We proposed that local expression and production of proopiomelanocortin (POMC) peptides may play a role in human skin physiology and pathology, including the development and progression of skin cancers. Reverse transcription polymerase chain reaction (RT-PCR) and Northern blotting hybridization techniques were used to study gene expression. Reversed-phase (RP) high-pressure liquid chromatography (HPLC) separation with subsequent radioimmunoassays were used to identify alpha-melanocyte-stimulating hormone (alpha-MSH) and adrenocorticotropic hormone (ACTH) peptides. Immunocytochemistry (IHC) was used to localize ACTH, alpha-MSH, and beta-MSH antigens in skin. RT-PCR, RP-HPLC, and IHC analyses documented the expression of POMC mRNA and production of ACTH and alpha-MSH peptides in lesional and perilesional skin of basal cell carcinoma (BCC) patients and in cultured keratinocytes, which was accompanied by the expression of the MC1-R gene encoding the receptor activated by MSH and ACTH. Thirty specimens were analyzed by IHC. Immunoreactive alpha-MSH, beta-MSH, and ACTH were detected, in 21 of 21, in 11 of 20, and in 6 of 8 of lesional skin, and in 6 of 6, in 5 of 7, and in 6 of 8 perilesional skin specimens analyzed, respectively. Antigen distribution was heterogenous and present in BCC, epidermis, hair follicles, dermal mononuclear cells, and extracellular matrix. We conclude that messenger RNA for POMC, MC1-R, and the peptides MSH and ACTH are produced in skin of BCC patients. Because keratinocytes are a target for MSH and ACTH bioregulation, the production of these peptides is stimulated by UVB, and the peptides can act as immunosupressors, we suggest that MSH and ACTH may facilitate development of BCC.
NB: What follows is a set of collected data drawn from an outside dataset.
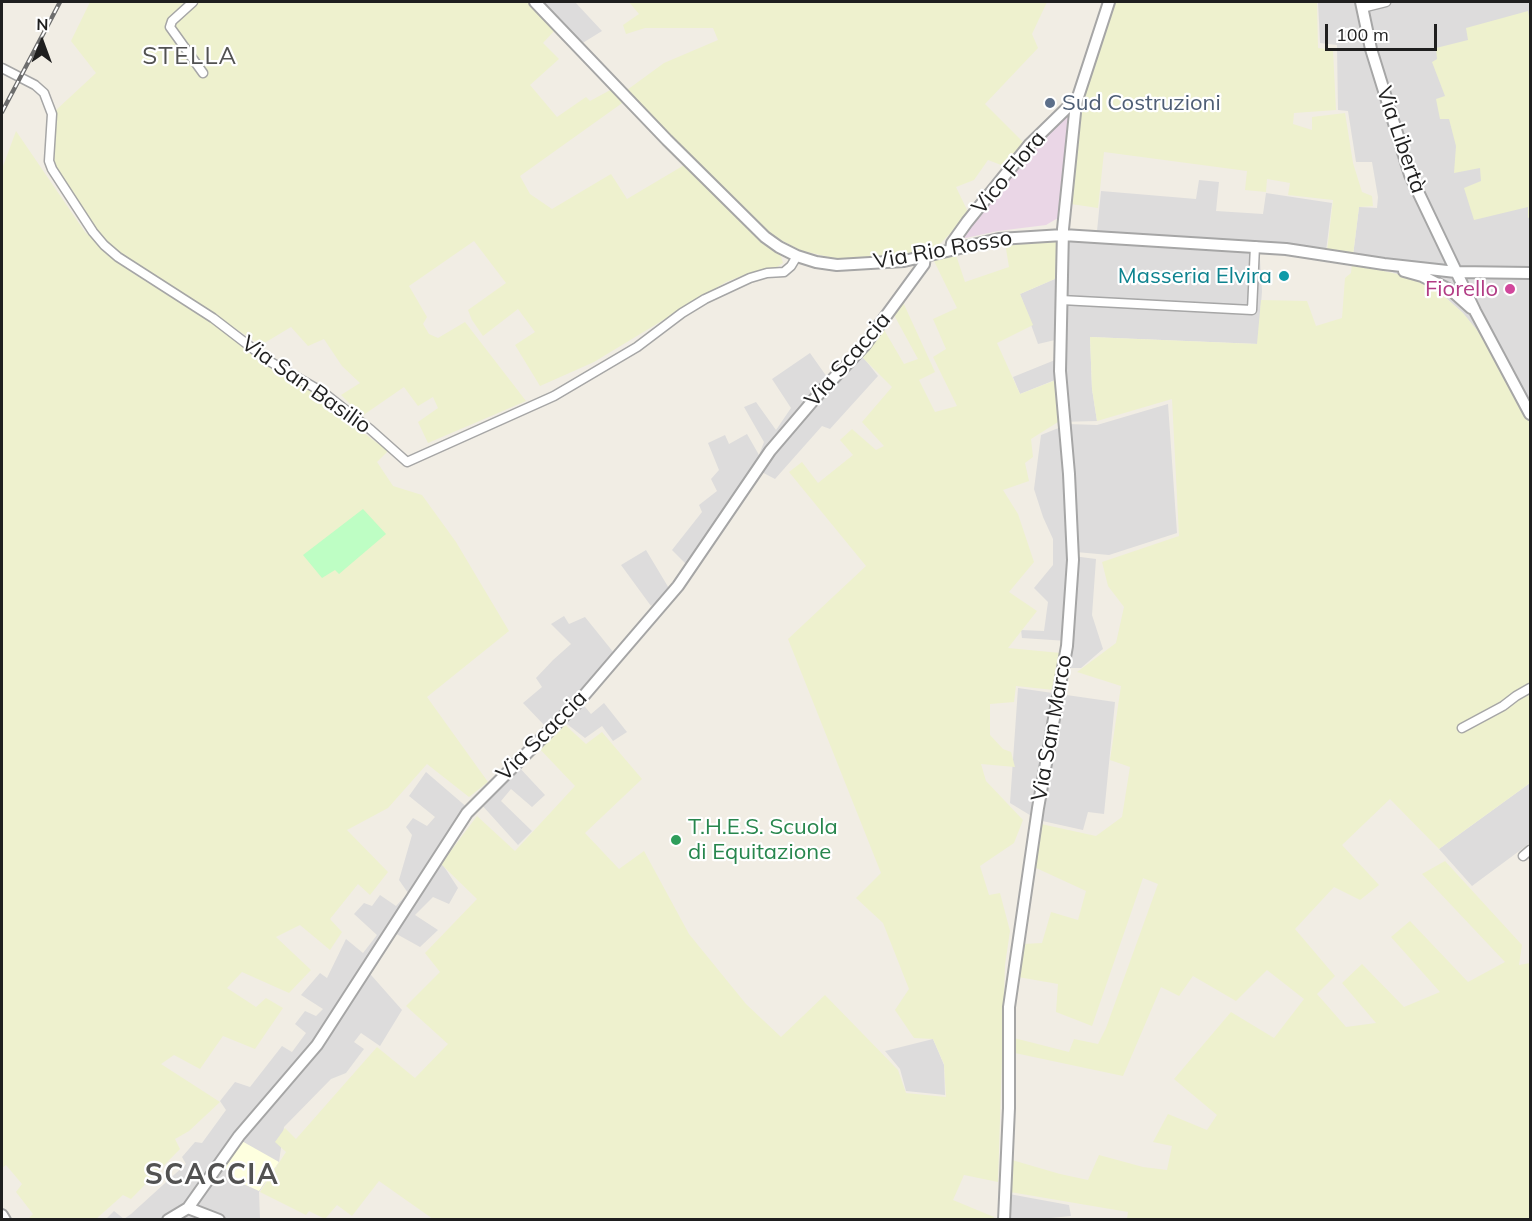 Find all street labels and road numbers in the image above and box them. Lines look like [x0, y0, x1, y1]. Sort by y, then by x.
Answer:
street label: Via Libertà [1370, 83, 1432, 197]
street label: Vico Flora [966, 126, 1052, 220]
street label: Via Rio Rosso [872, 225, 1014, 275]
street label: Via Scaccia [800, 307, 896, 413]
street label: Via San Basilio [236, 330, 376, 440]
street label: Via San Marco [1026, 653, 1078, 803]
street label: Via Scaccia [491, 685, 593, 787] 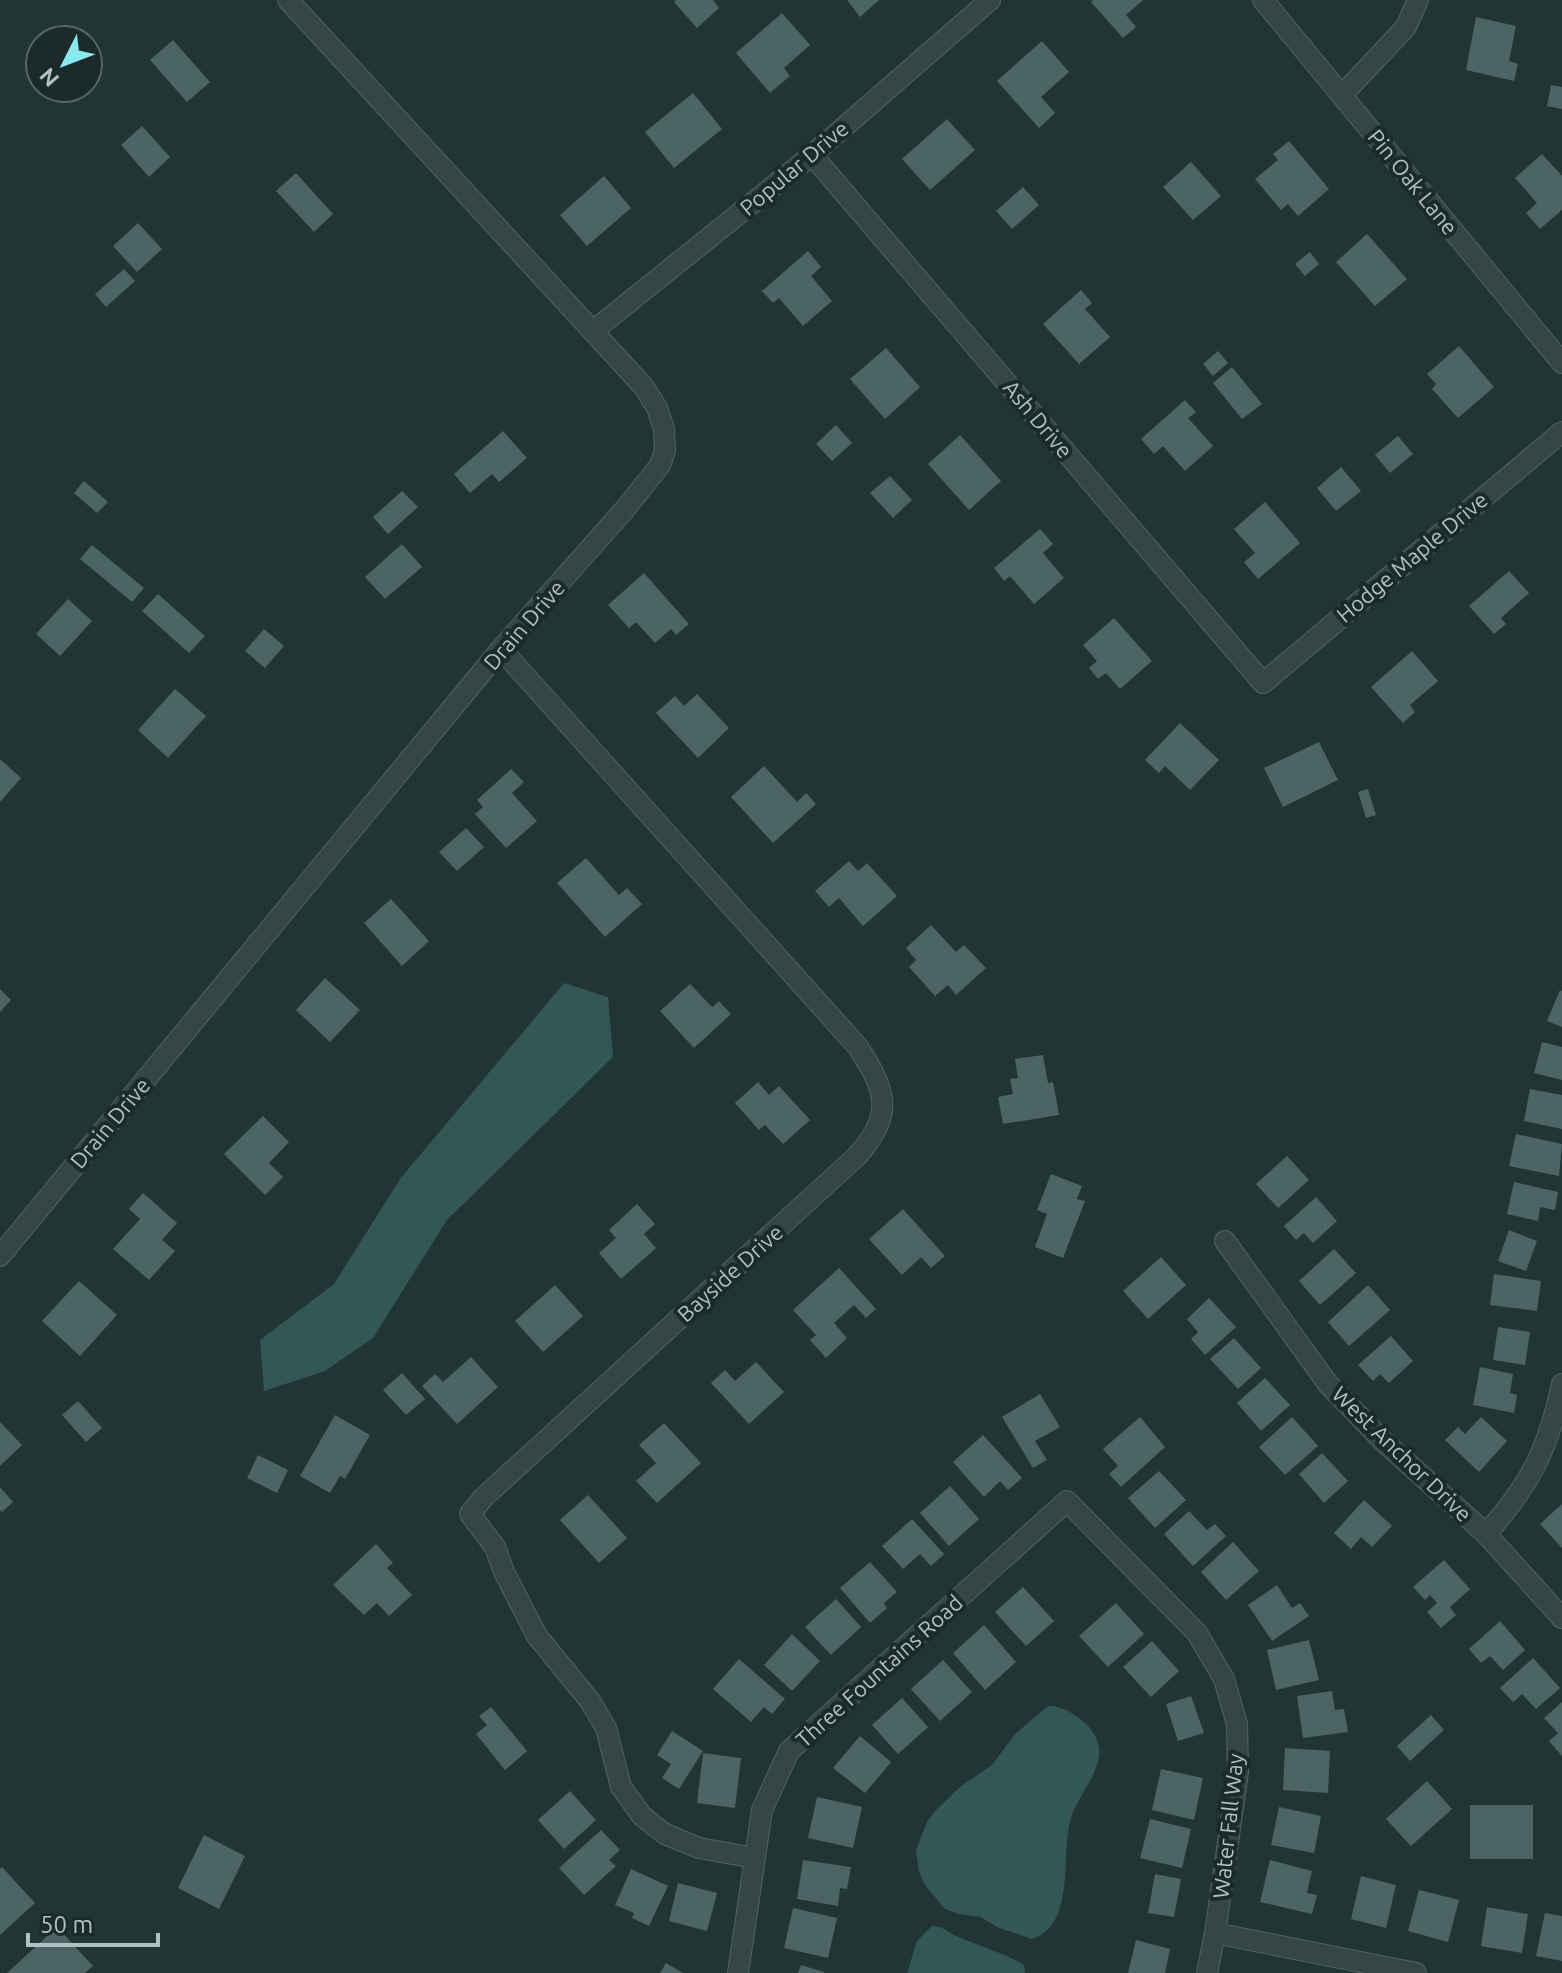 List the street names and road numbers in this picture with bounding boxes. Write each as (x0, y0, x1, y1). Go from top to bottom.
street label: Popular Drive (734, 115, 853, 220)
street label: Pin Oak Lane (1363, 124, 1463, 239)
street label: Ash Drive (999, 375, 1078, 463)
street label: Hodge Maple Drive (1331, 486, 1492, 627)
street label: Drain Drive (478, 575, 569, 674)
street label: Drain Drive (65, 1072, 155, 1173)
street label: Bayside Drive (672, 1219, 787, 1326)
street label: West Anchor Drive (1328, 1381, 1477, 1526)
street label: Three Fountains Road (790, 1589, 967, 1752)
street label: Water Fall Way (1207, 1752, 1248, 1900)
online pharmacy ref. source: www.ncbi.nlm.nih.gov/entrez/query.fcgi?cmd=Retrieve&db=PubMed&list_uids=10029451&dopt=Abstract

Fertil Steril. 2003 Feb;79(2):434-6.
Isolated follicle-stimulating hormone (FSH) deficiency in a young man with normal virilization who did not have mutations in the FSHbeta gene.

Mantovani G, Borgato S, Beck-Peccoz P, Romoli R, Borretta G, Persani L.

Institute of Endocrine Sciences, University of Milan, Ospedale Maggiore IRCCS, Italy.

OBJECTIVE: To determine the cause of isolated FSH deficiency in a young infertile man. DESIGN: Case report. SETTING: Clinical and genetic studies in an academic research environment. PATIENT(S): A 19-year-old man with normal virilization, azoospermia, and isolated FSH deficiency. INTERVENTION(S): Pituitary and gonadal functions were evaluated at baseline and after repeated GnRH stimulation. FSH was tested with both immunological and biological methods. The FSHbeta gene was sequenced in the patient and in a series of 50 controls. MAIN OUTCOME MEASURE(S): Clinical, endocrine, and genetic characterization of an infertile patient with isolated FSH deficiency. RESULT(S): LH and T secretions were normal. No interference in FSH measurement was detected, and serum FSH concentrations were very low and completely unresponsive to repeated GnRH stimulation. No circulating FSH-like bioactivity was detected by means of rat Sertoli cell bioassay. Other pituitary functions were unaffected, and no lesions were seen at pituitary nuclear magnetic resonance (NMR). Inhibin B and activin levels were normal, but a progressive decrease of activin concentrations was seen during GnRH stimulation. The coding sequence of the FSHbeta gene was normal, but the patient was homozygous for a novel G/T substitution in the promoter region within a P response element. This substitution was present in heterozygosity in eight out of 50 controls and in homozygosity in one man with normal FSH levels. CONCLUSION(S): We report an infertile male with isolated FSH deficiency but no evidence of mutations in the FSHbeta gene. The G/T substitution in the FSHbeta promoter represents a novel silent polymorphism, indicating that other defects in factors involved in FSH-specific expression should be taken into account.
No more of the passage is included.